● INSTRUCTIONS FOR THE TASK: Please find the lines in the entries below that contain the word "column", and copy each one.

(Saved data entries)
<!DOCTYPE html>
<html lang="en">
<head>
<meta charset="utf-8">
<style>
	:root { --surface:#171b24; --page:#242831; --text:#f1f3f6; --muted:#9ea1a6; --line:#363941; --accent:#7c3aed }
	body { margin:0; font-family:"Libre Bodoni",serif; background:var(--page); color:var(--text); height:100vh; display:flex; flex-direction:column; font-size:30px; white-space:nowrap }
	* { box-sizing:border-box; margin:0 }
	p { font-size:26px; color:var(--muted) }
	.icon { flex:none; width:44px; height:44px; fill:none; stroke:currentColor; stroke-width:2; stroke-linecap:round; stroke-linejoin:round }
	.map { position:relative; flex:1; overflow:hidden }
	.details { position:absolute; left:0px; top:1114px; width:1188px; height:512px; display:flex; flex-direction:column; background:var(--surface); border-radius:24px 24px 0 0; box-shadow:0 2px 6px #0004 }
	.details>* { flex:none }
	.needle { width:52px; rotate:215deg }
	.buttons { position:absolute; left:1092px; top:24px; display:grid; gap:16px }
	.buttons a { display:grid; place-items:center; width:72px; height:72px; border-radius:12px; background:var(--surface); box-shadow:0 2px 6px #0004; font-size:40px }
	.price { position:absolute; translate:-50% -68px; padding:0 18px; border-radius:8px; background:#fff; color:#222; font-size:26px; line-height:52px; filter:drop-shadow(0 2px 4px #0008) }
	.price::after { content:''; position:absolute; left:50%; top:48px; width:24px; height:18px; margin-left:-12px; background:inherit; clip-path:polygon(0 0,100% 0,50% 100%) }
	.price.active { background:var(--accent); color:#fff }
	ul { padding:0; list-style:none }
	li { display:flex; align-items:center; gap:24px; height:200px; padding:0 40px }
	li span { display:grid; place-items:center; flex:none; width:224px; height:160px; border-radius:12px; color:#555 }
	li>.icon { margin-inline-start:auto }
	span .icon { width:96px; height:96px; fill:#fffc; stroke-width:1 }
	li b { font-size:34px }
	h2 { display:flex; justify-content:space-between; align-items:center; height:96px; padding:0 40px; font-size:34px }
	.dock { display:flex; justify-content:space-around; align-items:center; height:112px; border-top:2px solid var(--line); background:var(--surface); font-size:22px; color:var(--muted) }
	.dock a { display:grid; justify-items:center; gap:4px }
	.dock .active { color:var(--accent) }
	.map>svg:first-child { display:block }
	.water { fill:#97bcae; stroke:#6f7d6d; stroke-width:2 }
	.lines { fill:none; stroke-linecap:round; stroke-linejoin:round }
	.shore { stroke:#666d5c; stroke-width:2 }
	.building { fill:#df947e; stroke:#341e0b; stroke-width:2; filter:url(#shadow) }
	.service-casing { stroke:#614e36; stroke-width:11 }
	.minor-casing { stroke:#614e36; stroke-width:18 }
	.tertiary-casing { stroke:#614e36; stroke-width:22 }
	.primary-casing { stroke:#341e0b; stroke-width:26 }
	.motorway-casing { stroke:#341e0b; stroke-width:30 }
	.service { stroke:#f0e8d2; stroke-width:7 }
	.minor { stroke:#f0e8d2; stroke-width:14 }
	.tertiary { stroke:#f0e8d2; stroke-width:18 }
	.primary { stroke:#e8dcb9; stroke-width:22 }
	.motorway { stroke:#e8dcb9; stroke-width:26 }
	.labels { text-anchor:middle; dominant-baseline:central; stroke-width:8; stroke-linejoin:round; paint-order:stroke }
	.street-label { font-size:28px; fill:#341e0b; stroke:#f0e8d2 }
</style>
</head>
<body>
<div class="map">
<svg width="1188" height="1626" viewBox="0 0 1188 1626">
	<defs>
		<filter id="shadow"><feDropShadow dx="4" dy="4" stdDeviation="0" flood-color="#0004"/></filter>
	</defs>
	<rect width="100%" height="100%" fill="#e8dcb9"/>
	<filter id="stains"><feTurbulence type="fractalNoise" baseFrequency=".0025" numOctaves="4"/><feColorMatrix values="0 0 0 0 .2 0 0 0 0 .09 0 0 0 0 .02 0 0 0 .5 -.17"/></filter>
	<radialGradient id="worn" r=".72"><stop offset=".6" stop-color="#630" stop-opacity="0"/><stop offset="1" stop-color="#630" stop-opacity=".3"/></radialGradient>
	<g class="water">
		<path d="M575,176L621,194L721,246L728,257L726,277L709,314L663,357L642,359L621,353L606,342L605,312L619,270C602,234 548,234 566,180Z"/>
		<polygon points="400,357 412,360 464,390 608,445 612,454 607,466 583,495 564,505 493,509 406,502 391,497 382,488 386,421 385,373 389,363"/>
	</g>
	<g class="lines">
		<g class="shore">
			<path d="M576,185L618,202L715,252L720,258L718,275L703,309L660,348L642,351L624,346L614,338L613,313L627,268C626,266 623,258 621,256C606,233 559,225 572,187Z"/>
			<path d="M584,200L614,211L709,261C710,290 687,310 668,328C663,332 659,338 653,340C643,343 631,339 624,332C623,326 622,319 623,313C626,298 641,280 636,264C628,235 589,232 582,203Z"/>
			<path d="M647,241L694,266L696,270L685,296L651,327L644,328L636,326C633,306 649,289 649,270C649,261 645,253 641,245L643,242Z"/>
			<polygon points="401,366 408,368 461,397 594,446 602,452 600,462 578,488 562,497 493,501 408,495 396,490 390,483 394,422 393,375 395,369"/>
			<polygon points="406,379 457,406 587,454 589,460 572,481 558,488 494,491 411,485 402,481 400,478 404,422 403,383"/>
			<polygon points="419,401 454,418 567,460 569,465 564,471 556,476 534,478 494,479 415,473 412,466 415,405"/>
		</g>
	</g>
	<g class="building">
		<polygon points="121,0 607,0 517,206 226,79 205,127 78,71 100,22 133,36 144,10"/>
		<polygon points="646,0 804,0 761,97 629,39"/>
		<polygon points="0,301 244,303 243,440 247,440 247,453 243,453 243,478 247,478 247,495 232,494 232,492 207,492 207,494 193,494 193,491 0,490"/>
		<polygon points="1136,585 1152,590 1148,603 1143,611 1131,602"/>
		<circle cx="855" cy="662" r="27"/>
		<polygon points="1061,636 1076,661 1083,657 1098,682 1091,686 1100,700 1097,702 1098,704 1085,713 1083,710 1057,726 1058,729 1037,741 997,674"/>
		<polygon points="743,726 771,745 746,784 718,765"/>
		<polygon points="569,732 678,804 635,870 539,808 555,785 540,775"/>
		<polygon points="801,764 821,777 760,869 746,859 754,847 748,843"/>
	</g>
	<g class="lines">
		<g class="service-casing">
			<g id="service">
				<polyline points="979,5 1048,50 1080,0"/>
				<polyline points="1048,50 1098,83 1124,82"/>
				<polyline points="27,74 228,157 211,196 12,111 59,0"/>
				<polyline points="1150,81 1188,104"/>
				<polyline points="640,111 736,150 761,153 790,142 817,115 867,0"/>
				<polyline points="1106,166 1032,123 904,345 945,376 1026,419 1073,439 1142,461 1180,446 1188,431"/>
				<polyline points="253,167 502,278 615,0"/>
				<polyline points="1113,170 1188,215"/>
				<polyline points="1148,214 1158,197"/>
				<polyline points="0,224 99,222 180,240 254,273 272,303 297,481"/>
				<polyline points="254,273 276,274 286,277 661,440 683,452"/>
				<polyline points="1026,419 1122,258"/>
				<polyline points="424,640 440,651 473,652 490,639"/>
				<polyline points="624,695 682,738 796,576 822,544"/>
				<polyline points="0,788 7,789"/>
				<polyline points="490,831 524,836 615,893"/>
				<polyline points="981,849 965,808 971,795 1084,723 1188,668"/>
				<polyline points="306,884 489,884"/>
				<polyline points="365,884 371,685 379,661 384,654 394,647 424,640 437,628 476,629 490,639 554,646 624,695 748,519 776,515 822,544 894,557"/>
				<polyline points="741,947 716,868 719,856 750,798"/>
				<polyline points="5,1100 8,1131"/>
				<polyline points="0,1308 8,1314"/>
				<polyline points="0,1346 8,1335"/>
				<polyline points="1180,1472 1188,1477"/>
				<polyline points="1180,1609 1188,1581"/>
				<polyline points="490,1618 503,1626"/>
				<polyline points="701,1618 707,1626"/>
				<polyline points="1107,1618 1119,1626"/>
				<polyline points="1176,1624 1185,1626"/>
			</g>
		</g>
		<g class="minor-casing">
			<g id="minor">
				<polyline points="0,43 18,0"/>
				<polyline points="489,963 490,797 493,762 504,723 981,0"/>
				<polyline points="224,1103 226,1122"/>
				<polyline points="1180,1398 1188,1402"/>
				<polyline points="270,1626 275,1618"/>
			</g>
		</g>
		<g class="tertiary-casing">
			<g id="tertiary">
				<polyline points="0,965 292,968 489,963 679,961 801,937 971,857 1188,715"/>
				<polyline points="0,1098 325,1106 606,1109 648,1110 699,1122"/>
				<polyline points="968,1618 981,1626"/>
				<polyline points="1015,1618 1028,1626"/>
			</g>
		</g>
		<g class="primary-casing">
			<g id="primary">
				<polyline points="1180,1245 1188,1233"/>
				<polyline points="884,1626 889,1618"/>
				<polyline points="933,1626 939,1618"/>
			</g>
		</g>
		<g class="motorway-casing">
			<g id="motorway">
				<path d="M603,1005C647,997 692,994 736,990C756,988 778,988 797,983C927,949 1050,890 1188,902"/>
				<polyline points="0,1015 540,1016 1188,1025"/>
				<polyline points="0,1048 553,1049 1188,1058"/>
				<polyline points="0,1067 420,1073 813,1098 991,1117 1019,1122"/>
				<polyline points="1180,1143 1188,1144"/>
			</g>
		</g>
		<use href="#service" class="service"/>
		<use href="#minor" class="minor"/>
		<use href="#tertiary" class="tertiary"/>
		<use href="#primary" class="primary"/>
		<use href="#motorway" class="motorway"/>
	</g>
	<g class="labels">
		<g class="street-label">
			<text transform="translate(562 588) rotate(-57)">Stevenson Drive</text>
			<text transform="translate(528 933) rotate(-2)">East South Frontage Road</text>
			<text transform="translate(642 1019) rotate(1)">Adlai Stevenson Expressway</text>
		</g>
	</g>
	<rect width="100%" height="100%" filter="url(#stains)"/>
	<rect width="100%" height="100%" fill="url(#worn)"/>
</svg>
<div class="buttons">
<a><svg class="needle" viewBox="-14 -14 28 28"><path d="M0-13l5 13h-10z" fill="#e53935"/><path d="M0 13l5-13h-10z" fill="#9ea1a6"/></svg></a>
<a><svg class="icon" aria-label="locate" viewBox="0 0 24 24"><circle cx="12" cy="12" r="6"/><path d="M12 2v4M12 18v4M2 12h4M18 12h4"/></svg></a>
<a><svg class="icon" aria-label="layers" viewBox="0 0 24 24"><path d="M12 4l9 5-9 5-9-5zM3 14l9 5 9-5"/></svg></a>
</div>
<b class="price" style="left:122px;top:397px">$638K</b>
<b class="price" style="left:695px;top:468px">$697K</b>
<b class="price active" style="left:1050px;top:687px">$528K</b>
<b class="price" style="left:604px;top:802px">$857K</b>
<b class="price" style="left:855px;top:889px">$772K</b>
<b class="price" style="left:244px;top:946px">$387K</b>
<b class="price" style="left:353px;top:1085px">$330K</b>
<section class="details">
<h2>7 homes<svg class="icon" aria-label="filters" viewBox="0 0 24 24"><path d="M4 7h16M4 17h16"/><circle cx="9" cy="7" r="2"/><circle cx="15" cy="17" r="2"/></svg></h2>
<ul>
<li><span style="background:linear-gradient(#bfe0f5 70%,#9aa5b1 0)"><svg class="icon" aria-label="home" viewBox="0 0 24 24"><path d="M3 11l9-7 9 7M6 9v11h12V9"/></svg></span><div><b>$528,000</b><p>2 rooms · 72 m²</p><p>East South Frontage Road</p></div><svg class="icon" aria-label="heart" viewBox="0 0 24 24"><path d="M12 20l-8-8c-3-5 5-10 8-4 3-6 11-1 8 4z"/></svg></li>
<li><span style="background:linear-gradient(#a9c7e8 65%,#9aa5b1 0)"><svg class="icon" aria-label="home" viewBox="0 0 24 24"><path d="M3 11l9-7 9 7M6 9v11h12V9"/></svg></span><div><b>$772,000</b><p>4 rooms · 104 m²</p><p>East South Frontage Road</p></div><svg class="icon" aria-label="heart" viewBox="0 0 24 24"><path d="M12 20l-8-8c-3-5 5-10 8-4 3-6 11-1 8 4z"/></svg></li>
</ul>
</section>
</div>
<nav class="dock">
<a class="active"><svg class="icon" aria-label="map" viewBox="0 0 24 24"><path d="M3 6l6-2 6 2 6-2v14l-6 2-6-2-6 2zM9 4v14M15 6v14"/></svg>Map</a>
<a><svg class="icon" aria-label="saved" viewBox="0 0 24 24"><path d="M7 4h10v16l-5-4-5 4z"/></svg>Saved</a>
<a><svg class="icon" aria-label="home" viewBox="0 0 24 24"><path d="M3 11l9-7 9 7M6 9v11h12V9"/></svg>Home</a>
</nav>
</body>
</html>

● RESPONSE BELOW:
	body { margin:0; font-family:"Libre Bodoni",serif; background:var(--page); color:var(--text); height:100vh; display:flex; flex-direction:column; font-size:30px; white-space:nowrap }
	.details { position:absolute; left:0px; top:1114px; width:1188px; height:512px; display:flex; flex-direction:column; background:var(--surface); border-radius:24px 24px 0 0; box-shadow:0 2px 6px #0004 }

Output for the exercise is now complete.